THE DATA:
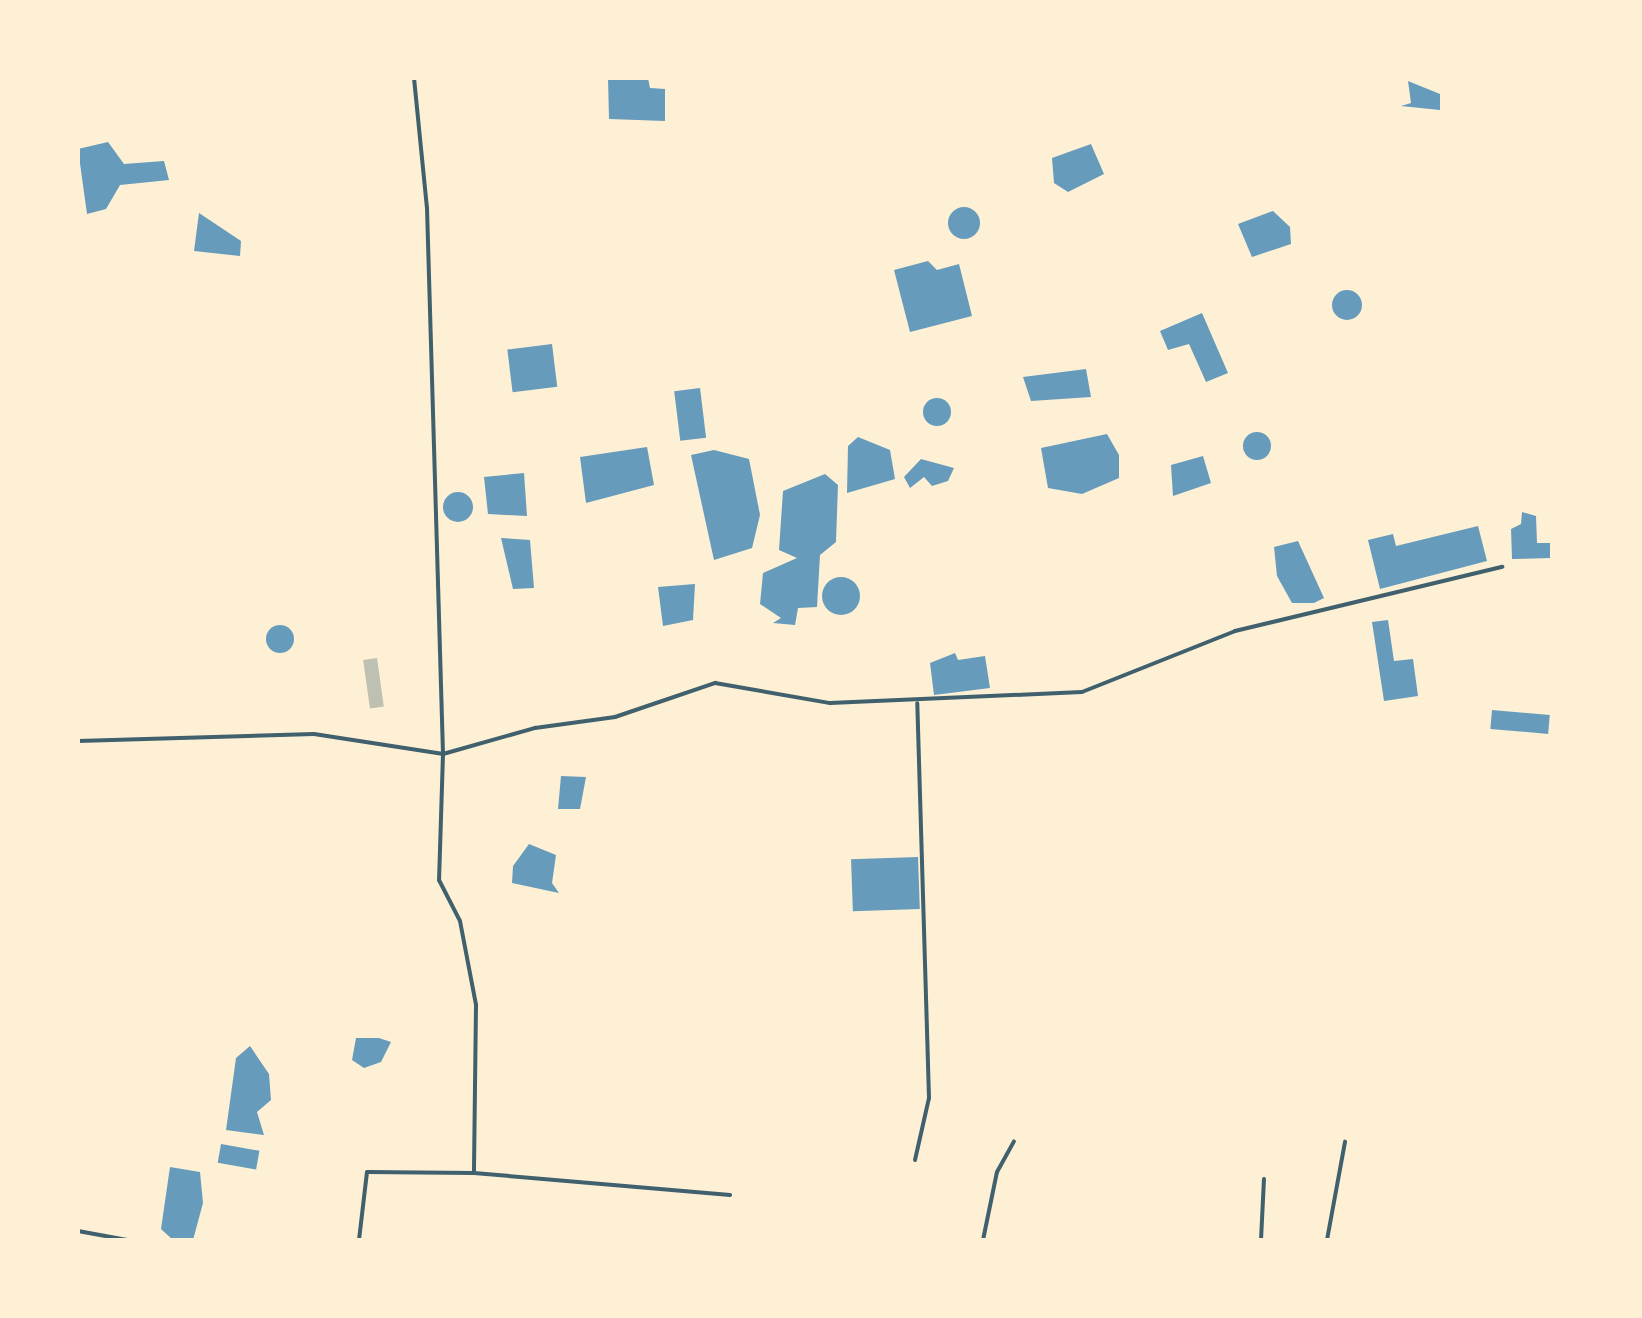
<!DOCTYPE html>
<html>
<head>
<meta charset="utf-8">
<style>
	body { margin:0 }
	#map { position:relative; width:1642px; height:1318px; overflow:hidden; background:#fdf0d5; font-family:Raleway,sans-serif }
	div>[style] { position:absolute }
	.water>* { inset:0; background:#669bbc; transform-origin:0 0 }
	.round { border-radius:50% }
	.building>* { inset:0; background:#bec0b2; transform-origin:0 0 }
	.minor>* { height:4px; margin:-2px; padding:0 2px; transform-origin:2px; border-radius:2px; background:#3f606c }
	span { translate:-50% -50%; white-space:nowrap; text-align:center; line-height:1.15; -webkit-text-stroke:8px #fdf0d5; paint-order:stroke }
	.frame { position:absolute; inset:0; border:80px solid #fdf0d5; pointer-events:none }
</style>
</head>
<body>
<div id="map">
	<div class="water">
		<i style="clip-path:polygon(608px 78px,648px 78px,650px 88px,665px 89px,665px 121px,609px 119px)"></i>
		<i style="clip-path:polygon(1408px 81px,1440px 94px,1440px 110px,1401px 106px,1411px 103px)"></i>
		<i style="clip-path:polygon(108px 142px,124px 164px,164px 161px,169px 180px,120px 185px,106px 209px,87px 214px,78px 149px)"></i>
		<i style="clip-path:polygon(1091px 144px,1104px 174px,1068px 192px,1054px 183px,1052px 158px)"></i>
		<i class="round" style="left:948px;top:207px;width:32px;height:32px"></i>
		<i style="clip-path:polygon(1273px 211px,1290px 227px,1291px 244px,1252px 257px,1238px 224px)"></i>
		<i style="clip-path:polygon(199px 213px,241px 241px,240px 256px,194px 251px)"></i>
		<i style="clip-path:polygon(928px 261px,937px 270px,959px 264px,972px 316px,910px 332px,894px 270px)"></i>
		<i class="round" style="left:1332px;top:290px;width:30px;height:30px"></i>
		<i style="clip-path:polygon(1202px 313px,1228px 373px,1206px 382px,1189px 344px,1168px 350px,1160px 331px)"></i>
		<i style="left:552px;top:344px;width:43px;height:45px;rotate:83deg"></i>
		<i style="clip-path:polygon(1086px 369px,1091px 397px,1031px 401px,1023px 377px)"></i>
		<i style="left:700px;top:388px;width:50px;height:26px;rotate:83deg"></i>
		<i class="round" style="left:923px;top:398px;width:28px;height:28px"></i>
		<i class="round" style="left:1243px;top:432px;width:28px;height:28px"></i>
		<i style="clip-path:polygon(1107px 434px,1119px 455px,1119px 478px,1082px 494px,1048px 488px,1041px 448px)"></i>
		<i style="clip-path:polygon(858px 437px,890px 450px,895px 479px,847px 493px,848px 446px)"></i>
		<i style="clip-path:polygon(647px 447px,654px 485px,586px 503px,580px 457px)"></i>
		<i style="clip-path:polygon(714px 450px,749px 459px,760px 515px,752px 548px,714px 560px,691px 455px)"></i>
		<i style="clip-path:polygon(1203px 456px,1211px 483px,1173px 496px,1171px 465px)"></i>
		<i style="clip-path:polygon(921px 459px,954px 468px,948px 481px,932px 486px,924px 477px,910px 488px,904px 477px)"></i>
		<i style="clip-path:polygon(524px 473px,527px 516px,488px 514px,484px 477px)"></i>
		<i style="clip-path:polygon(825px 474px,838px 485px,836px 542px,820px 555px,817px 607px,798px 608px,795px 625px,773px 623px,781px 618px,760px 604px,763px 573px,797px 558px,779px 550px,783px 491px)"></i>
		<i class="round" style="left:443px;top:492px;width:30px;height:30px"></i>
		<i style="clip-path:polygon(1522px 512px,1536px 516px,1537px 543px,1550px 543px,1550px 558px,1512px 559px,1511px 529px,1521px 524px)"></i>
		<i style="clip-path:polygon(1478px 526px,1487px 561px,1380px 589px,1368px 540px,1393px 534px,1396px 546px)"></i>
		<i style="clip-path:polygon(501px 538px,530px 540px,534px 588px,513px 589px)"></i>
		<i style="clip-path:polygon(1298px 541px,1324px 598px,1314px 603px,1292px 603px,1277px 576px,1274px 547px)"></i>
		<i class="round" style="left:822px;top:577px;width:38px;height:38px"></i>
		<i style="clip-path:polygon(695px 584px,693px 620px,663px 626px,658px 587px)"></i>
		<i style="clip-path:polygon(1388px 620px,1394px 661px,1413px 659px,1418px 696px,1384px 701px,1372px 622px)"></i>
		<i class="round" style="left:266px;top:625px;width:28px;height:28px"></i>
		<i style="clip-path:polygon(955px 653px,958px 660px,985px 656px,990px 688px,934px 695px,930px 663px)"></i>
		<i style="left:1492px;top:710px;width:58px;height:19px;rotate:5deg"></i>
		<i style="clip-path:polygon(561px 776px,586px 777px,580px 809px,558px 809px)"></i>
		<i style="clip-path:polygon(529px 844px,556px 855px,552px 883px,559px 893px,512px 883px,513px 866px)"></i>
		<i style="left:918px;top:857px;width:52px;height:67px;rotate:88deg"></i>
		<i style="clip-path:polygon(356px 1038px,379px 1038px,391px 1042px,381px 1062px,364px 1068px,352px 1060px)"></i>
		<i style="clip-path:polygon(250px 1046px,269px 1074px,271px 1100px,257px 1112px,264px 1135px,226px 1130px,236px 1058px)"></i>
		<i style="left:221px;top:1144px;width:39px;height:19px;rotate:10deg"></i>
		<i style="clip-path:polygon(170px 1167px,200px 1172px,203px 1203px,193px 1240px,173px 1240px,161px 1229px)"></i>
	</div>
	<div class="building">
		<i style="left:377px;top:658px;width:49px;height:14px;rotate:82deg"></i>
	</div>
	<div class="minor">
		<i style="left:414px;top:78px;width:131px;rotate:84.3deg"></i>
		<i style="left:427px;top:208px;width:546px;rotate:88.32deg"></i>
		<i style="left:443px;top:754px;width:126px;rotate:91.8deg"></i>
		<i style="left:439px;top:880px;width:46px;rotate:62.9deg"></i>
		<i style="left:460px;top:921px;width:86px;rotate:79.2deg"></i>
		<i style="left:476px;top:1005px;width:168px;rotate:90.7deg"></i>
		<i style="left:78px;top:741px;width:236px;rotate:-1.7deg"></i>
		<i style="left:314px;top:734px;width:131px;rotate:8.8deg"></i>
		<i style="left:443px;top:754px;width:96px;rotate:-15.8deg"></i>
		<i style="left:535px;top:728px;width:81px;rotate:-7.8deg"></i>
		<i style="left:615px;top:717px;width:106px;rotate:-18.8deg"></i>
		<i style="left:715px;top:683px;width:117px;rotate:9.9deg"></i>
		<i style="left:830px;top:703px;width:252px;rotate:-2.5deg"></i>
		<i style="left:1082px;top:692px;width:165px;rotate:-21.7deg"></i>
		<i style="left:1235px;top:631px;width:275px;rotate:-13.5deg"></i>
		<i style="left:915px;top:1160px;width:64px;rotate:-77.3deg"></i>
		<i style="left:929px;top:1098px;width:395px;rotate:-91.7deg"></i>
		<i style="left:78px;top:1231px;width:50px;rotate:10.4deg"></i>
		<i style="left:359px;top:1240px;width:68px;rotate:-83.3deg"></i>
		<i style="left:367px;top:1172px;width:107px;rotate:0.5deg"></i>
		<i style="left:474px;top:1173px;width:257px;rotate:4.9deg"></i>
		<i style="left:983px;top:1240px;width:69px;rotate:-78.4deg"></i>
		<i style="left:997px;top:1172px;width:35px;rotate:-61deg"></i>
		<i style="left:1261px;top:1240px;width:61px;rotate:-87.2deg"></i>
		<i style="left:1327px;top:1240px;width:100px;rotate:-79.6deg"></i>
	</div>
	<div class="frame"></div>
</div>
</body>
</html>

WHAT NEEDS TO BE DONE:
Your answer should be every line above that contains the word "origin".

EXPECTED ANSWER:
	.water>* { inset:0; background:#669bbc; transform-origin:0 0 }
	.building>* { inset:0; background:#bec0b2; transform-origin:0 0 }
	.minor>* { height:4px; margin:-2px; padding:0 2px; transform-origin:2px; border-radius:2px; background:#3f606c }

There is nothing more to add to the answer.